Matthew Desmond, the Pulitzer Prize-winning author of “Evicted,” will speak at Clemson for the revival of the Humanities Hub lecture series at Clemson University.
The lecture will kick off the Humanities Hub’s “Lectures in Law and Humanities” series, endowed by Loebsack & Brownlee, PLLC. The event will be held at 6:30 p.m. on March 3 in the Self Auditorium in the Strom Thurmond Institute on Clemson’s campus.
Desmond, a sociologist in the faculty of Princeton University is a leading researcher on the societal consequences of eviction. “Evicted” follows eight families in Milwaukee as they struggle to keep from losing their homes. Hailed as “wrenching and revelatory” (The Nation), the book sets “a new standard for reporting on poverty” (The New York Times).
Christopher Loebsack, ’93, is a graduate of Clemson University and Chair of Clemson’s Humanities Advancement Board.
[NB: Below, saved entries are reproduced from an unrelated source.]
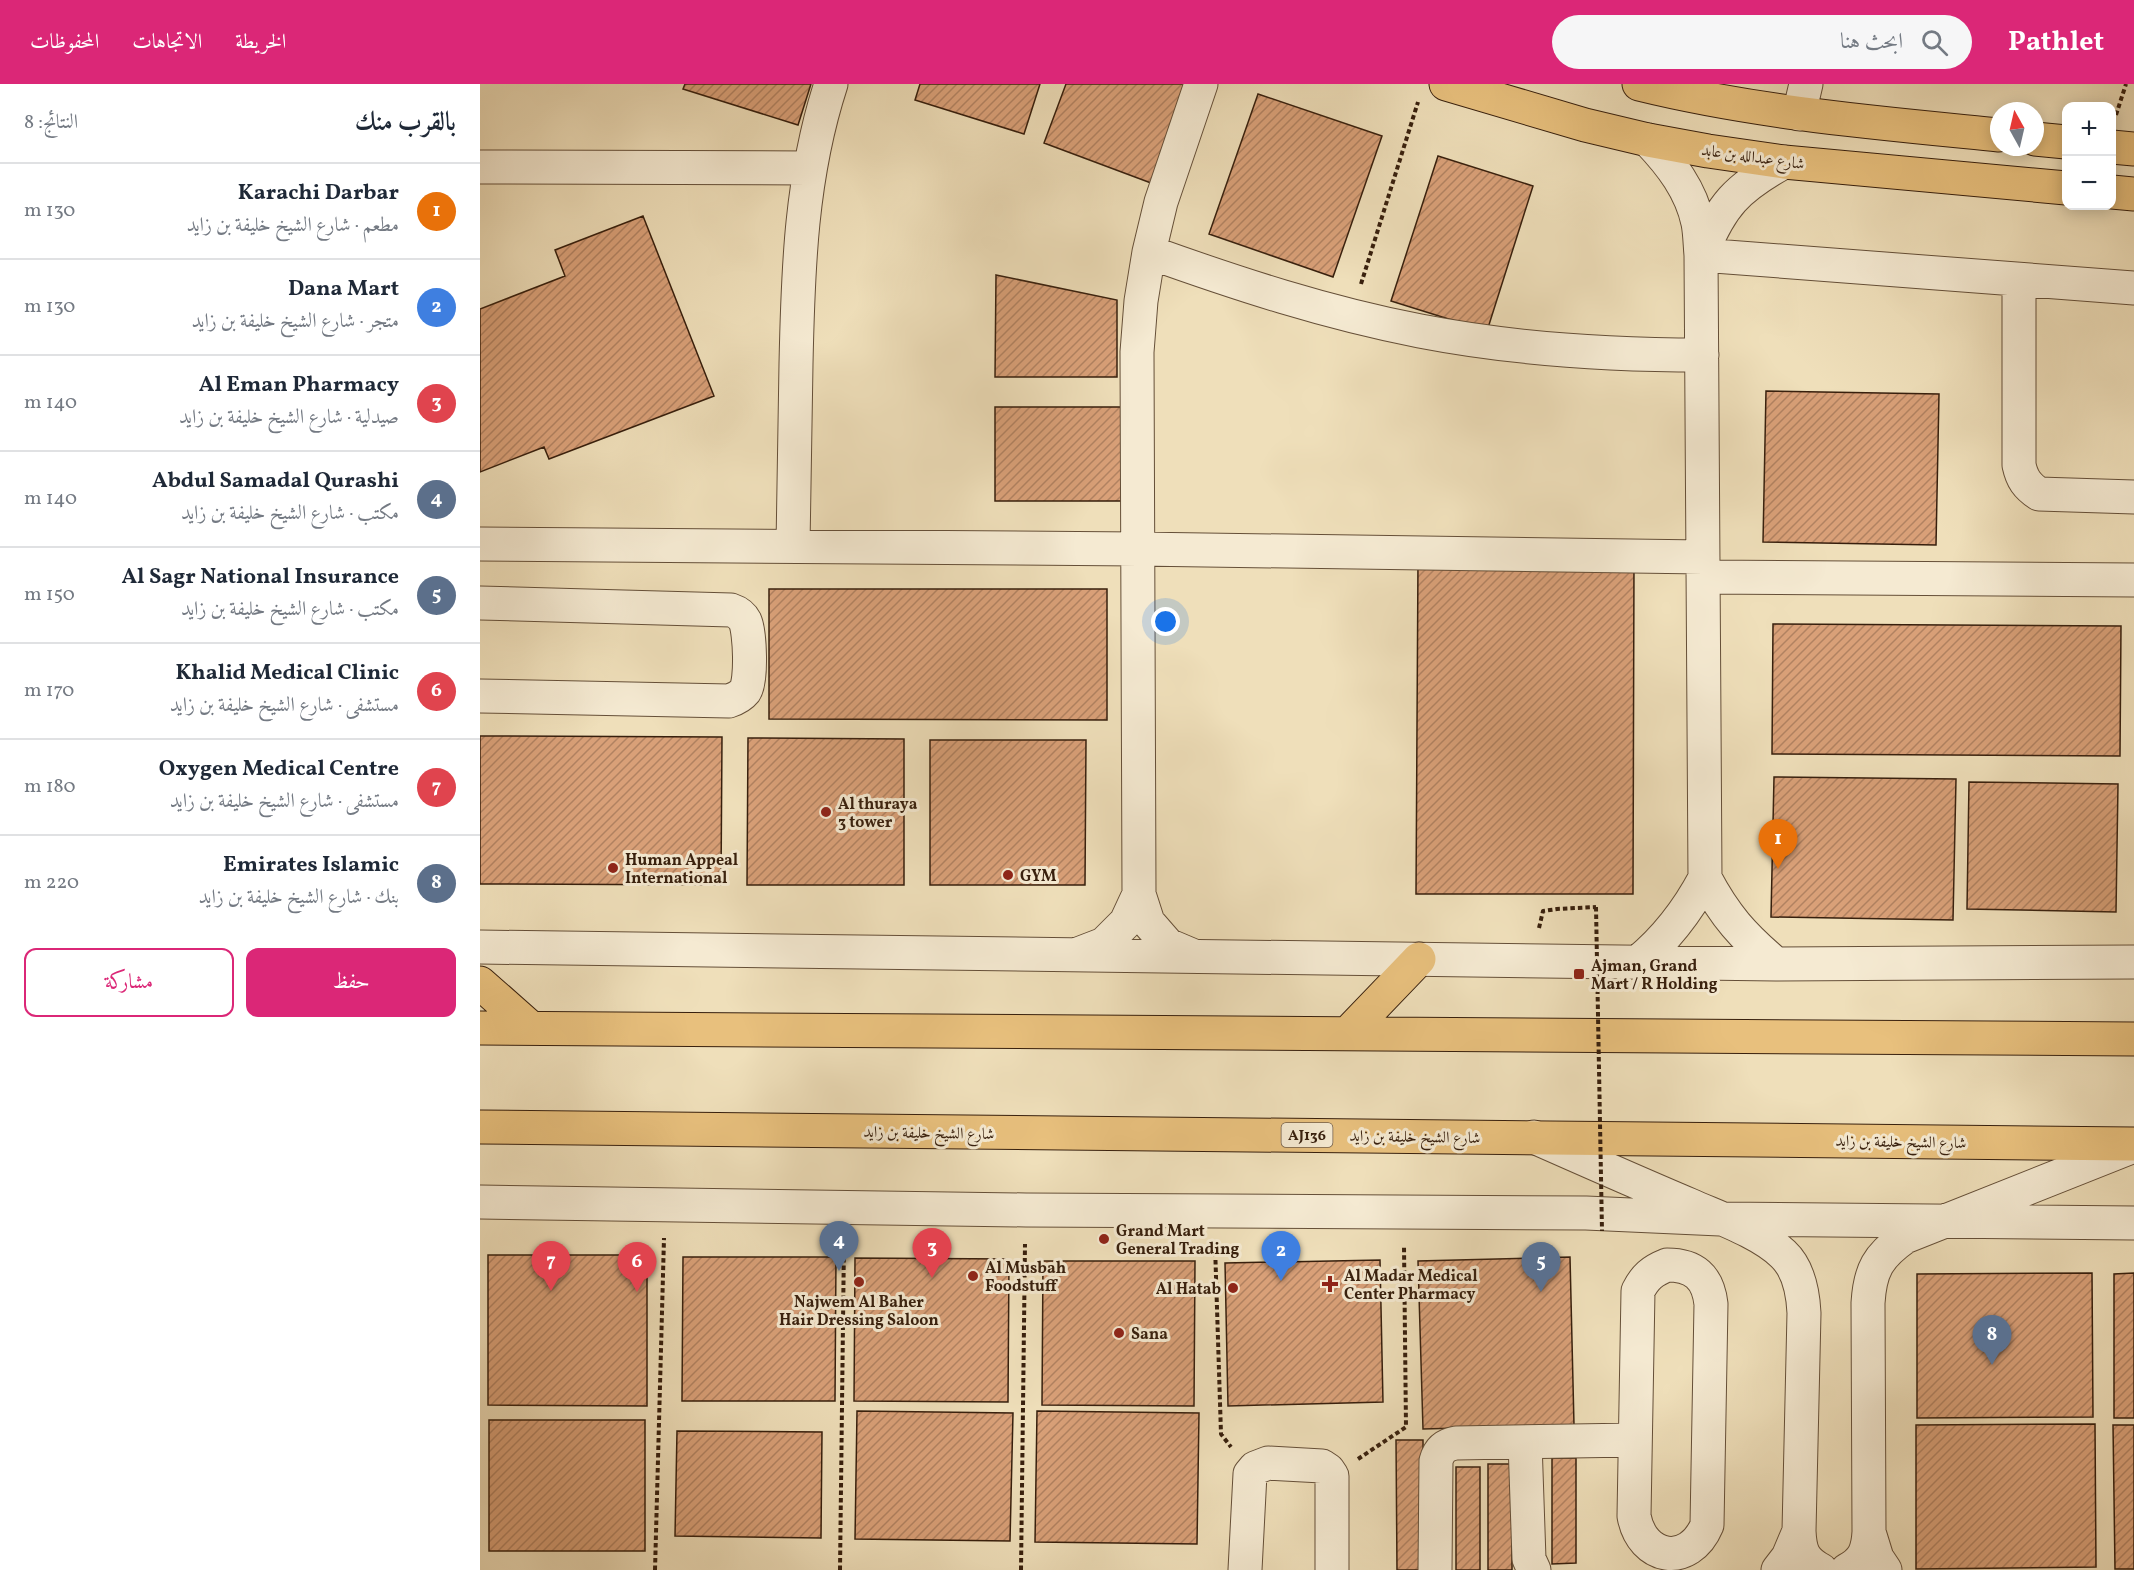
<!DOCTYPE html>
<html lang="ar">
<head>
<meta charset="utf-8">
<style>
  body { margin:0; font-family:Vollkorn,Amiri,serif; background:#f6f6f7; color:#1f2937; direction:rtl }
  .controls { position:absolute; right:18px; top:18px; display:grid; overflow:hidden; border-radius:12px; box-shadow:0 3px 15px #0003 }
  .controls button { width:54px; height:54px; display:grid; place-items:center; padding:0; border:0; border-bottom:2px solid #e0e1e3; background:#fff; color:#1f2937; font:30px sans-serif }
  .compass { position:absolute; left:1510px; top:18px; width:54px; height:54px; border-radius:50%; background:#fff; box-shadow:0 3px 15px #0003; rotate:352deg }
  .you { position:absolute; left:686px; top:538px; width:21px; height:21px; margin:-15px; border:4px solid #fff; border-radius:50%; background:#1a73e8; box-shadow:0 0 0 9px #1a73e833 }
  .badge { display:grid; place-items:center; width:39px; height:39px; border-radius:50%; background:#db2777; color:#fff; font-size:20px; font-weight:700 }
  .pin { position:absolute; translate:-50% -50px; filter:drop-shadow(0 2px 3px #0008) }
  .pin::after { content:''; position:absolute; top:32px; width:21px; height:18px; background:inherit; clip-path:polygon(0 0,100% 0,50% 100%) }
  .list { margin:0; padding:0; list-style:none }
  h2 { display:flex; justify-content:space-between; align-items:center; height:78px; margin:0; padding:0 24px; font-size:26px }
  h2 small { font-size:20px; font-weight:400; color:#747a83 }
  .list li { display:grid; grid-template-columns:39px 1fr auto; gap:18px; align-items:center; box-sizing:border-box; height:96px; padding:0 24px; border-top:2px solid #e0e1e3 }
  .list b { display:block; font-size:22px; white-space:nowrap }
  .list p { margin:0; font-size:20px; white-space:nowrap; color:#747a83 }
  .list em { font-size:20px; font-style:normal; color:#747a83 }
  .actions { display:flex; gap:12px; padding:18px 24px }
  .actions a { flex:1; padding:14px 0; border:2px solid #db2777; border-radius:12px; text-align:center; font-size:21px; color:#db2777 }
  .actions .main { background:#db2777; color:#fff }
  .icon { flex:none; width:33px; height:33px; fill:none; stroke:currentColor; stroke-width:2; stroke-linecap:round; stroke-linejoin:round }
  .map { position:relative; flex:none; width:1654px; height:1486px; overflow:hidden; direction:ltr }
  header { display:flex; align-items:center; gap:36px; box-sizing:border-box; height:84px; padding:0 30px; background:#db2777; color:#fff }
  header strong { font-size:28px }
  nav { display:flex; gap:33px; margin-inline-start:auto; font-size:21px }
  .search { width:420px; height:54px; background:#f6f6f7; display:flex; align-items:center; gap:15px; box-sizing:border-box; padding:0 21px; border-radius:33px; color:#747a83; font-size:22px }
  main { display:flex }
  aside { flex:1; background:#fff }
  .map>svg:first-child { display:block }
</style>
</head>
<body>
<header>
<strong>Pathlet</strong>
<div class="search"><svg class="icon" aria-label="search" viewBox="0 0 24 24"><circle cx="10" cy="10" r="6"/><path d="M15 15l6 6"/></svg>ابحث هنا</div>
<nav><a>الخريطة</a><a>الاتجاهات</a><a>المحفوظات</a></nav>
</header>
<main>
<div class="map">
<svg width="1654" height="1486" viewBox="0 0 1654 1486">
  <defs>
    <pattern id="building-hatch" width="6" height="6" patternUnits="userSpaceOnUse" patternTransform="scale(1.5)"><rect width="6" height="6" fill="#d9a078"/><path d="M-1 1l2-2M0 6l6-6M5 7l2-2" fill="none" stroke="#b18261"/></pattern>
  </defs>
  <rect width="100%" height="100%" fill="#efdfba"/>
  <filter id="stains"><feTurbulence type="fractalNoise" baseFrequency=".00333" numOctaves="4"/><feColorMatrix values="0 0 0 0 .2 0 0 0 0 .09 0 0 0 0 .02 0 0 0 .5 -.17"/></filter>
  <radialGradient id="worn" r=".72"><stop offset=".6" stop-color="#630" stop-opacity="0"/><stop offset="1" stop-color="#630" stop-opacity=".3"/></radialGradient>
  <path fill="url(#building-hatch)" stroke="#371f0d" stroke-width="1.5" d="M205 0H331L318 41 203 5Z
    M440 0H560L544 50 435 16Z
    M586 0H708L671 99 564 59Z
    M778 10 902 52 853 193 729 150Z
    M958 72 1053 102 1007 247 911 217Z
    M163 132 234 312 69 375 64 363 0 388V225L85 192 75 166Z
    M516 191 637 216V293H515Z
    M1286 307 1459 310 1456 461 1283 458Z
    M515 323H642V417H515Z
    M938 476 1154 477 1153 810H936Z
    M289 505H627V636L289 635Z
    M1293 540 1641 542 1640 672 1292 670Z
    M0 652 242 653 241 801 0 800Z
    M268 654 424 655V801H267Z
    M450 656H606L605 801H450Z
    M1294 693 1476 695 1473 836 1291 833Z
    M1489 698 1638 700 1636 828 1487 825Z
    M8 1171H167V1322L8 1321Z
    M203 1173H356L355 1317H202Z
    M1090 1173 1094 1341 943 1345 938 1177Z
    M375 1174 529 1175 528 1318 374 1317Z
    M900 1176 903 1318 748 1322 745 1179Z
    M563 1177H715L714 1322 562 1321Z
    M1612 1189 1613 1333 1437 1334V1190Z
    M1654 1189V1334H1634V1190Z
    M377 1327 533 1329 530 1457 375 1455Z
    M557 1327 719 1329 717 1460 555 1458Z
    M9 1336H165V1467H9Z
    M1615 1340 1616 1483 1436 1485V1341Z
    M1633 1341H1654V1485H1635Z
    M197 1347 342 1348 341 1454 195 1452Z
    M916 1356H943L944 1486H917Z
    M1072 1374H1096V1479L1072 1480Z
    M1008 1380H1032V1486H1008Z
    M976 1383H1000V1486H976Z"/>
  <g fill="none" stroke-linecap="round" stroke-linejoin="round">
    <g stroke="#654f38" stroke-width="35">
      <path id="minor" d="M1319 30 1326 0
        M0 83 329 84
        M669 168C758 200 847 229 940 247 1033 265 1127 271 1222 271
        M1221 171 1654 204
        M1221 171C1241 121 1257 104 1304 78
        M1539 196V381C1542 395 1547 402 1559 410L1654 413
        M0 460 658 465 1223 473
        M313 462C314 402 315 341 316 280 318 184 321 92 351 0
        M1223 493 1654 496
        M0 519 251 526C257 528 262 531 265 537 270 548 272 597 265 607 261 612 255 615 249 617L0 612
        M1225 794C1245 832 1263 852 1296 880
        M0 863 1296 880 1654 878
        M598 870 624 860 646 838 659 810
        M714 872 688 861 668 838 659 810 657 268 661 217 669 168 681 118 721 0
        M1158 878C1187 854 1207 828 1225 794L1221 171C1220 161 1220 149 1218 139 1211 106 1191 80 1168 56
        M1054 1053C1106 1076 1158 1099 1210 1121 1239 1134 1280 1148 1303 1170 1319 1185 1323 1208 1324 1229L1319 1447 1308 1473 1298 1486
        M0 1118 546 1126 1106 1129 1240 1135 1654 1139
        M1187 1181C1214 1181 1228 1193 1231 1220L1227 1441C1209 1484 1162 1476 1154 1432L1158 1207C1165 1193 1172 1187 1187 1181Z
        M1045 1358 1049 1475 1054 1486
        M1319 1447C1320 1467 1323 1476 1341 1486
        M765 1486 770 1390 775 1384 788 1379 842 1382 848 1386 852 1392V1486
        M955 1486 956 1377C959 1366 964 1361 976 1359L1155 1356
        M1367 1486C1384 1477 1388 1466 1389 1448
        M1405 1486 1397 1474 1389 1448 1388 1219C1390 1186 1398 1172 1425 1153L1654 1062"/>
    </g>
    <g stroke="#371f0d" stroke-width="35">
      <path id="major" d="M966 0 1105 41 1168 56 1228 67 1304 78 1586 104
        M1159 0C1277 29 1398 39 1519 51
        M1555 55 1586 58
        M1632 63 1654 65
        M1632 108 1654 110
        M0 899 51 944
        M0 944 1654 955
        M867 950 939 875
        M0 1043 1654 1060"/>
    </g>
    <path stroke="#371f0d" stroke-width="4" stroke-dasharray="4.5 3" stroke-linecap="butt" d="M1636 31 1646 0
      M881 200 938 18
      M1059 844 1063 827 1077 825 1116 823
      M735 1161 741 1350 751 1363
      M878 1375 926 1343 924 1162
      M175 1486 184 1154
      M360 1486 364 1157
      M541 1486 545 1160"/>
    <use href="#minor" stroke="#f5ead2" stroke-width="33"/>
    <use href="#major" stroke="#e8c07d" stroke-width="33"/>
    <path stroke="#371f0d" stroke-width="4" stroke-dasharray="4.5 3" stroke-linecap="butt" d="M1116 823 1122 1147"/>
  </g>
  <g fill="#8f2418" stroke="#f5ead2" stroke-width="2">
    <circle cx="346" cy="728" r="6"/>
    <circle cx="133" cy="784" r="6"/>
    <circle cx="528" cy="791" r="6"/>
    <rect x="1093" y="884" width="12" height="12" rx="3"/>
    <circle cx="624" cy="1155" r="6"/>
    <circle cx="493" cy="1192" r="6"/>
    <circle cx="379" cy="1198" r="6"/>
    <path d="M847 1191h6v6h6v6h-6v6h-6v-6h-6v-6h6z"/>
    <circle cx="753" cy="1204" r="6"/>
    <circle cx="639" cy="1249" r="6"/>
  </g>
  <g text-anchor="middle" stroke-width="6" stroke-linejoin="round" paint-order="stroke">
    <rect fill="#f5ead2" stroke="#705c48" stroke-width="1.5" x="801.5" y="1039" width="51" height="24" rx="4.5"/>
    <g font-size="15" font-weight="bold" fill="#371f0d">
      <text x="827" y="1056">AJ136</text>
    </g>
    <g font-size="16" fill="#371f0d" stroke="#f5ead2">
      <text transform="translate(1273 72) rotate(8)" y="6">شارع عبدالله بن عابد</text>
      <text transform="translate(449 1048) rotate(1)" y="6">شارع الشيخ خليفة بن زايد</text>
      <text transform="translate(935 1052) rotate(1)" y="6">شارع الشيخ خليفة بن زايد</text>
      <text transform="translate(1421 1057) rotate(1)" y="6">شارع الشيخ خليفة بن زايد</text>
    </g>
    <g font-size="16" font-weight="bold" fill="#371f0d" stroke="#f5ead2" text-anchor="start">
      <text x="358" y="725">Al thuraya<tspan x="358" dy="18">3 tower</tspan></text>
      <text x="145" y="781">Human Appeal<tspan x="145" dy="18">International</tspan></text>
      <text x="540" y="797">GYM</text>
      <text x="1111" y="887">Ajman, Grand<tspan x="1111" dy="18">Mart / R Holding</tspan></text>
      <text x="636" y="1152">Grand Mart<tspan x="636" dy="18">General Trading</tspan></text>
      <text x="505" y="1189">Al Musbah<tspan x="505" dy="18">Foodstuff</tspan></text>
      <text x="864" y="1197">Al Madar Medical<tspan x="864" dy="18">Center Pharmacy</tspan></text>
      <text x="741" y="1210" text-anchor="end">Al Hatab</text>
      <text x="379" y="1223" text-anchor="middle">Najwem Al Baher<tspan x="379" dy="18">Hair Dressing Saloon</tspan></text>
      <text x="651" y="1255">Sana</text>
    </g>
  </g>
  <rect width="100%" height="100%" filter="url(#stains)"/>
  <rect width="100%" height="100%" fill="url(#worn)"/>
</svg>
<div class="controls">
<button>+</button>
<button>−</button>
</div>
<svg class="compass" viewBox="-18 -18 36 36"><path d="M0-13l5 13h-10z" fill="#e53935"/><path d="M0 13l5-13h-10z" fill="#747a83"/></svg>
<div class="you"></div>
<div class="pin badge" style="left:1298px;top:785px;background:#e8710a">1</div>
<div class="pin badge" style="left:801px;top:1197px;background:#3f7fe0">2</div>
<div class="pin badge" style="left:452px;top:1194px;background:#e0444e">3</div>
<div class="pin badge" style="left:359px;top:1187px;background:#5c6f8a">4</div>
<div class="pin badge" style="left:1061px;top:1208px;background:#5c6f8a">5</div>
<div class="pin badge" style="left:157px;top:1208px;background:#e0444e">6</div>
<div class="pin badge" style="left:71px;top:1207px;background:#e0444e">7</div>
<div class="pin badge" style="left:1512px;top:1281px;background:#5c6f8a">8</div>
</div>
<aside>
<h2>بالقرب منك<small>النتائج: 8</small></h2>
<ul class="list">
<li><span class="badge" style="background:#e8710a">1</span><div><b>Karachi Darbar</b><p>مطعم · شارع الشيخ خليفة بن زايد</p></div><em>130 m</em></li>
<li><span class="badge" style="background:#3f7fe0">2</span><div><b>Dana Mart</b><p>متجر · شارع الشيخ خليفة بن زايد</p></div><em>130 m</em></li>
<li><span class="badge" style="background:#e0444e">3</span><div><b>Al Eman Pharmacy</b><p>صيدلية · شارع الشيخ خليفة بن زايد</p></div><em>140 m</em></li>
<li><span class="badge" style="background:#5c6f8a">4</span><div><b>Abdul Samadal Qurashi</b><p>مكتب · شارع الشيخ خليفة بن زايد</p></div><em>140 m</em></li>
<li><span class="badge" style="background:#5c6f8a">5</span><div><b>Al Sagr National Insurance</b><p>مكتب · شارع الشيخ خليفة بن زايد</p></div><em>150 m</em></li>
<li><span class="badge" style="background:#e0444e">6</span><div><b>Khalid Medical Clinic</b><p>مستشفى · شارع الشيخ خليفة بن زايد</p></div><em>170 m</em></li>
<li><span class="badge" style="background:#e0444e">7</span><div><b>Oxygen Medical Centre</b><p>مستشفى · شارع الشيخ خليفة بن زايد</p></div><em>180 m</em></li>
<li><span class="badge" style="background:#5c6f8a">8</span><div><b>Emirates Islamic</b><p>بنك · شارع الشيخ خليفة بن زايد</p></div><em>220 m</em></li>
</ul>
<div class="actions"><a class="main">حفظ</a><a>مشاركة</a></div>
</aside>
</main>
</body>
</html>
As a Managing Partner of the law firm of Loebsack & Brownlee, PLLC, his legal practice focuses on representing national multifamily and single-family operator property management firms, and he regularly mediates landlord-tenant cases.
“When contemplating how the Law can—and does—intersect with the Humanities, you can see the connection most strongly in a social justice context,” Loebsack said. “The research spearheaded by Desmond and his Eviction Lab team of researchers concerning the socio-economic ramifications of the legal process of evictions is exactly the type of topic that we hoped to be able to bring to light when we envisioned this lecture series.”
Loebsack also noted that the mission of the lecture series is to provide a platform for important social justice topics to be presented to a wide audience of interested listeners. The firm is especially glad to be able to begin the series with a nationally-renowned expert in a field that is directly relevant to its law practice.
“Loebsack & Brownlee, PLLC believes that the ‘Lectures in Law and Humanities Series’ will create a regular and tangible reminder of the wide-reaching impacts the law has on our culture, and create a more vibrant dialog for both students at Clemson and the pre-law community in general,” Loebsack said. “I hope that this one-of-a-kind Clemson Experience will positively impact the lives of others outside of the University, much as Clemson has done for me.”
Desmond’s lecture will be the first Humanities Hub event since COVID-19 paused activities in 2020, and the first under new director, James Burns.
“This event has been a very long time in coming, but it is worth the wait,” Burns said. “The topic of eviction has become even more timely since we first began planning for Dr. Desmond to speak almost two years ago. I’m also very grateful for the leadership Chris Loebsack has shown to make sure that Clemson can continue to host important conversations for our students to be a part of.”
Because of limited seating, attendees are encouraged to RSVP online using the link available here. The event will adhere to any COVID-19 mitigation measures applicable to Clemson University facilities. Check here for the latest COVID-19 resources and updates from the University.
All Humanities Hub events are free and open to the public.